いつもありがとうございます 都議会議員の高橋まきこ です。

12月の都議会一般質問で取り上げた内容をお伝えしている、ブログ投稿の続きです。今回は、子どもも含む、誰もが安心して暮らすための「性被害や性犯罪の予防について」です。

★高橋まきこ 都議会一般質問のアーカイブは こちら からご視聴いただけます(令和7年第4回定例会 > 一般質問 2025.12.10)ぜひご視聴ください。議事録の速報は こちら から。

【子どもから性暴力を予防したい】
東京都は「東京都男女平等参画推進総合計画」の改定にあたり、中間のまとめを公表して、パブリックコメントを実施しました。私は東京都男女平等参画審議会にも委員として出席しています。

<まきこの問>この計画においては、より広く、子どもも含む、誰もが性暴力や性被害にあうことのないよう、予防に取り組む内容へと充実させるべきと考えますが、都の見解を伺います。

<東京都の答弁>
・子供を含むあらゆる世代への性暴力は重大な人権侵害であり、男女平等参画や女性活躍を阻害する要因
・審議会においても性被害の低年齢化を指摘する意見などが.あり、「中間のまとめ」では「痴漢をはじめとした犯罪・迷惑行為の防止」などを推進するよう提言
庁内各局とも連携し、性暴力や性被害の防止に向けた取組を改定する計画に位置づけ、誰もが安心して暮らせる環境づくりを推進

虐待、被害はあってからでは遅く、その心の被害も含めて、なかったことにはできません。だからこそ、全力で予防するしかない、のです。今、不十分と言わざるを得ない予防環境整備に本気で取り組みたいので、この一問に心を込めました。

【日本版DBS】
私はこの質問の中で「こども性暴力防止法」が施行されますが、性教育、ワンストップ相談センターや支援の連携など、全庁が一体となって、まず予防に取り組んでいただきたいと要望します」と言及しました。

こども性暴力防止法が2026年12月25日から施行されることになっています。
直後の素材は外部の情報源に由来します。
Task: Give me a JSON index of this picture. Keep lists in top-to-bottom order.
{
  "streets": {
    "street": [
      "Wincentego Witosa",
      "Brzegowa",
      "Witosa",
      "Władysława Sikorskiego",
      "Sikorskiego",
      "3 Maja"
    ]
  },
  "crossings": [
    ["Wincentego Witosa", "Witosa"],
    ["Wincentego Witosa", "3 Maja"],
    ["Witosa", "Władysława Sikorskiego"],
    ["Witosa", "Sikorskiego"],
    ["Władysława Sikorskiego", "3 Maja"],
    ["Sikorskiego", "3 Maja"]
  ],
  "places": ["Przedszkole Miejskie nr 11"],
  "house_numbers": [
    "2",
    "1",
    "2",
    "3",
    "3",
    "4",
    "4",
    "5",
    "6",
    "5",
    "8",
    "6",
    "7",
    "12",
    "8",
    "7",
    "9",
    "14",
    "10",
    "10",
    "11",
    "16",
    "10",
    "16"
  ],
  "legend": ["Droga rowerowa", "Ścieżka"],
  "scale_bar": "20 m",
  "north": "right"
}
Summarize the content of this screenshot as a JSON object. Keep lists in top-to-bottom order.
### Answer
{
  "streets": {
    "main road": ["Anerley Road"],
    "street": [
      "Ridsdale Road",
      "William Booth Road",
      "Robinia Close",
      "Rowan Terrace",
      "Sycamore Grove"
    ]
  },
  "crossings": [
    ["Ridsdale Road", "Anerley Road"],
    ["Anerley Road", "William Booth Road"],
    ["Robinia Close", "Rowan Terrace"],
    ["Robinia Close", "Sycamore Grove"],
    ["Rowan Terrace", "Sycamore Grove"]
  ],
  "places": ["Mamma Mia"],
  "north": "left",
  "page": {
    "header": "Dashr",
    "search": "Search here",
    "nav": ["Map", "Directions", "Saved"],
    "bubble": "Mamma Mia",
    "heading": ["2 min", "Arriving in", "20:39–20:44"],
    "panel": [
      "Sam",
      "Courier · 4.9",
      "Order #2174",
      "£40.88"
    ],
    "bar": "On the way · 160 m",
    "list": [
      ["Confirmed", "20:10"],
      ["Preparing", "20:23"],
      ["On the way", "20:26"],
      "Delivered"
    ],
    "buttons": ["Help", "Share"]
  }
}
こども家庭庁はフクロウのマークを活用するなど「性暴力から「こどもをまもろう、みんなでまもろう」という意識が社会全体に広がることを目指すとして、ガイドラインも示したところです。しかし、国から現場に落ちる予算はほとんどなく、実効性をいかに担保するか、大きな課題があります。だからこそ、国の第6次 男女共同参画基本計画の改定を待つことなく、正しく都の関連計画に位置付けていくことが大事だと考えています。国会がこの改定を先送りにしているので。

【配偶者からだけじゃない】
都の審議会では配偶者暴力対策について議論されています。配偶者暴力相談件数は高止まりしており、引き続き「被害者の支援」が必要です。民間支援団体の構成員の高齢化や財政難が指摘されているため、以下の質問もしました。

<まきこの問>配偶者暴力被害者の支援に取り組む民間団体が、持続的に活動を行うためには都の支援が必要と考えますが、見解を伺います。

<生活文化局長答弁骨子>
・配偶者による暴力被害者の状況は様々であり、支援においては、夜間や緊急時であっても、必要な対応を柔軟に実行できる民間団体の果たす役割は重要
・一方、こうした団体は小規模で資金や構成員の高齢化などの問題を抱えており、審議会においても行政による活動支援が,不可欠との意見
・今後も都が、民間団体の持続的な活動を後押して連携を推進することで、配偶者暴力被害者への切れ目のない支援環境を実現

被害者支援のネットワークづくりを予防や、配偶者以外の支援体制整備に活かしてほしいと思っています。

【辛い毎日を生きる子どもに希望を】
一般財団法人Second Birthday のお二人、ご夫妻と直接お話をさせていただく機会がありました。福山さんは実名を公表して、隠れることなく、勇気をもって活動をされています。それは、今を苦しむ方や、未来の子どもたちのために必要だから、そしてそれは緊急であるから、です。福山さんは、長年に渡り、実の父親から性的虐待を受け続けていました。地獄を生き続けた苦しさ、と振り返ります。

私は虐待予防の学びを続けていますが、珍しいことではなく、むしろコロナ禍に増えました。そして近年は青少年による性加害が増えています。子どもたちが被害者にも加害者にもなりやすい、今の状況をなんとか予防の徹底という形で、前進させたいと強く思っています。